Une vision du monde qui se trouve réalisée dans ce dérangeant Tango dont l’épigraphe, de manière significative, est tirée du Château de Kafka et dont la table des matières, baptisée « Enchaînement des figures », se compose de deux parties comprenant chacune six chapitres numérotés de I à VI puis, dans un mouvement de danse rétrograde, de VI à I. Soit un total de XII chapitres comme dans l’œuvre magistrale de Malcolm Lowry, Sous le Volcan. Lowry, le génial alcoolique, fait partie, aux côtés d’Herman Melville et de l’architecte Lebbeus Woods, de la sainte trinité apocalyptique du narrateur des Petits travaux.
« Tenir tête à l’ordre des choses »
Alcoolique lui aussi, le docteur du Tango de Satan note avec un soin méticuleux toutes les actions des membres de la coopérative. Lorsqu’au douzième chapitre, « le cercle se referme », il a une illumination soudaine et réalise que ses efforts acharnés pour documenter les vies insignifiantes de ses semblables, pour tout consigner par écrit, ont enfin payé. Il a acquis la faculté, par l’écriture, « de tenir tête à l’ordre unilatéral des choses » : « Ce n’est pas un rêve, j’ai atteint un tel degré de précision dans l’observation que je peux déterminer ce qui se passe dans la coopérative. Les choses se passent exactement comme elles sont énoncées ». Le docteur s’empare d’un nouveau cahier pour y noter au crayon des phrases qui sont les premières du roman, lequel finit ainsi comme il a commencé.

© Mozgokep Innovacios Tarsulas es Alapitvany – VVF – Vega Film
Une histoire dite par un idiot ?
Faut-il voir dans ce prodige l’affirmation d’un pouvoir démiurgique de l’écrivain ? Le docteur ne peut s’empêcher de lier ses nouvelles facultés, sa « révélation » comme il l’appelle, au son presque miraculeux de cloches qui, dans ce douzième chapitre comme dans le premier, résonnent en l’absence même de clocher : « Cela donne un sens à mes pouvoirs encore incertains… Ce carillon, pensait-il, le dédommageait de toutes ses souffrances passées, du supplice d’avoir à témoigner en permanence, c’était une juste récompense pour sa coriace persévérance… S’il parvenait à déchiffrer plus précisément le contenu de cet appel, il deviendrait le détenteur d’un pouvoir unique, il serait capable de donner « aux choses humaines » un élan inconnu à ce jour… ».

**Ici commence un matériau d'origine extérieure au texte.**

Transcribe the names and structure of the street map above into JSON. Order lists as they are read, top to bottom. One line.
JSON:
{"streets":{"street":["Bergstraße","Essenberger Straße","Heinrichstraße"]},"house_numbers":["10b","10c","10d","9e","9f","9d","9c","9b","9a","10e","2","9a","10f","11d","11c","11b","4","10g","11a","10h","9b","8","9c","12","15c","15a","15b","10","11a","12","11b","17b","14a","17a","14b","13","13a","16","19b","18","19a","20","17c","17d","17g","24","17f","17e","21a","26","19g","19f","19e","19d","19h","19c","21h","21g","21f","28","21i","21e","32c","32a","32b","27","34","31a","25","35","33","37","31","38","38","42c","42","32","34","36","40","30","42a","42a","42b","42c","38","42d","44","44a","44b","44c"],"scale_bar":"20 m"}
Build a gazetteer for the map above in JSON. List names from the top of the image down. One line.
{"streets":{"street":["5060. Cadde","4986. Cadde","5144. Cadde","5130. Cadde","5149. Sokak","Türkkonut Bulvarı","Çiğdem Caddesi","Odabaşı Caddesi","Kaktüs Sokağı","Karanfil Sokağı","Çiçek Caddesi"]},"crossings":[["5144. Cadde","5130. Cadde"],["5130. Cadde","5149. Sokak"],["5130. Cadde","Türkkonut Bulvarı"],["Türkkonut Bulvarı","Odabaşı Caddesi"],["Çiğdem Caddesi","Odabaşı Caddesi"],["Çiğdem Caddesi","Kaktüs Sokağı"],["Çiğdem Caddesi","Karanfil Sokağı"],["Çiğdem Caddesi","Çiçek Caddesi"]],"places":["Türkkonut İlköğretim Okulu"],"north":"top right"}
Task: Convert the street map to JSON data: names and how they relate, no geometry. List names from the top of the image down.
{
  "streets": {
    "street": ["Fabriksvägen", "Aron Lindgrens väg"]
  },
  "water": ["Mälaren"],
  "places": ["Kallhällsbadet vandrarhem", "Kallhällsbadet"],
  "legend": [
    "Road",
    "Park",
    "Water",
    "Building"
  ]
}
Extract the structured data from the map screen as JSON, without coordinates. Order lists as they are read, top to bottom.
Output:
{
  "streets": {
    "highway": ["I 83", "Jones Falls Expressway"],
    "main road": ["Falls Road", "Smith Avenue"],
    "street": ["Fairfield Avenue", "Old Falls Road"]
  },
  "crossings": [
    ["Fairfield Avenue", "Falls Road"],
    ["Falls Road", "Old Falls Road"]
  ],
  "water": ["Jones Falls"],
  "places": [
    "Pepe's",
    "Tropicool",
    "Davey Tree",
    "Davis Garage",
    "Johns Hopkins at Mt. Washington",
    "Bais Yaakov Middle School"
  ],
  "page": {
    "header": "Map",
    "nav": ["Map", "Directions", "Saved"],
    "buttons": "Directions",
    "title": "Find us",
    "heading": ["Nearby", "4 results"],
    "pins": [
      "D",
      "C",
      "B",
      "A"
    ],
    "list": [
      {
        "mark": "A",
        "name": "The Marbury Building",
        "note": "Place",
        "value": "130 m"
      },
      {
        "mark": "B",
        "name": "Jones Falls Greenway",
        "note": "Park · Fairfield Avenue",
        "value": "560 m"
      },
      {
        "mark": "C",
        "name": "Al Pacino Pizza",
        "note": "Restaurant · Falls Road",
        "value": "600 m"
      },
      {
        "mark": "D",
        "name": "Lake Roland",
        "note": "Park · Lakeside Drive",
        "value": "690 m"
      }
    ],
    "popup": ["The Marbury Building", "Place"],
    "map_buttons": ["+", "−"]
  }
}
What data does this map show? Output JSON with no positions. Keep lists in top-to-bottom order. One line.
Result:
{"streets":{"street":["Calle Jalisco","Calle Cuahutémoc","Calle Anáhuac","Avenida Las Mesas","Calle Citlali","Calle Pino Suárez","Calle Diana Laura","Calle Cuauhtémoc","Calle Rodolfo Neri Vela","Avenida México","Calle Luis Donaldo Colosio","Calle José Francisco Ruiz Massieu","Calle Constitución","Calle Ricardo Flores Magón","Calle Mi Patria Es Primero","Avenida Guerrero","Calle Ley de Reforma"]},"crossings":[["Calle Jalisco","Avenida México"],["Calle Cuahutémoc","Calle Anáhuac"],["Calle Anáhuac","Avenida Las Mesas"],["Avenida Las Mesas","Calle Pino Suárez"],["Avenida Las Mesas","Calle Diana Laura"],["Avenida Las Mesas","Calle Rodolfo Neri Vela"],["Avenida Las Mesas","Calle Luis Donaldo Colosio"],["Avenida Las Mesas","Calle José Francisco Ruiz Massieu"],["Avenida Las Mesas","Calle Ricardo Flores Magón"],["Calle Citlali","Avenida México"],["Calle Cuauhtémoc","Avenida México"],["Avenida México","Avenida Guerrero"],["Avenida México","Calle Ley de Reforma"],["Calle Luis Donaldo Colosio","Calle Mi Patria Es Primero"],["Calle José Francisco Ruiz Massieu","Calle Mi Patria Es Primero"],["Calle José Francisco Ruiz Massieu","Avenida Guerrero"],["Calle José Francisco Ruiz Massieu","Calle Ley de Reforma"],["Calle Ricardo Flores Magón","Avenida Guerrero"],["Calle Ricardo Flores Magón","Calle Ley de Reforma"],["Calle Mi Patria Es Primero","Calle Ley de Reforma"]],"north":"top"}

Las, à l’origine du bruit il découvre un petit homme apeuré, incroyablement ridé, s’exprimant en borborygmes inintelligibles et frappant frénétiquement sur une cloche : « Erreur impardonnable, j’ai confondu les Voix du Ciel avec les voix de la conscience. Un vagabond pouilleux ! Un malade mental échappé d’un asile ! »
Il faudra donc pour finir se résigner à un monde sans rime ni raison.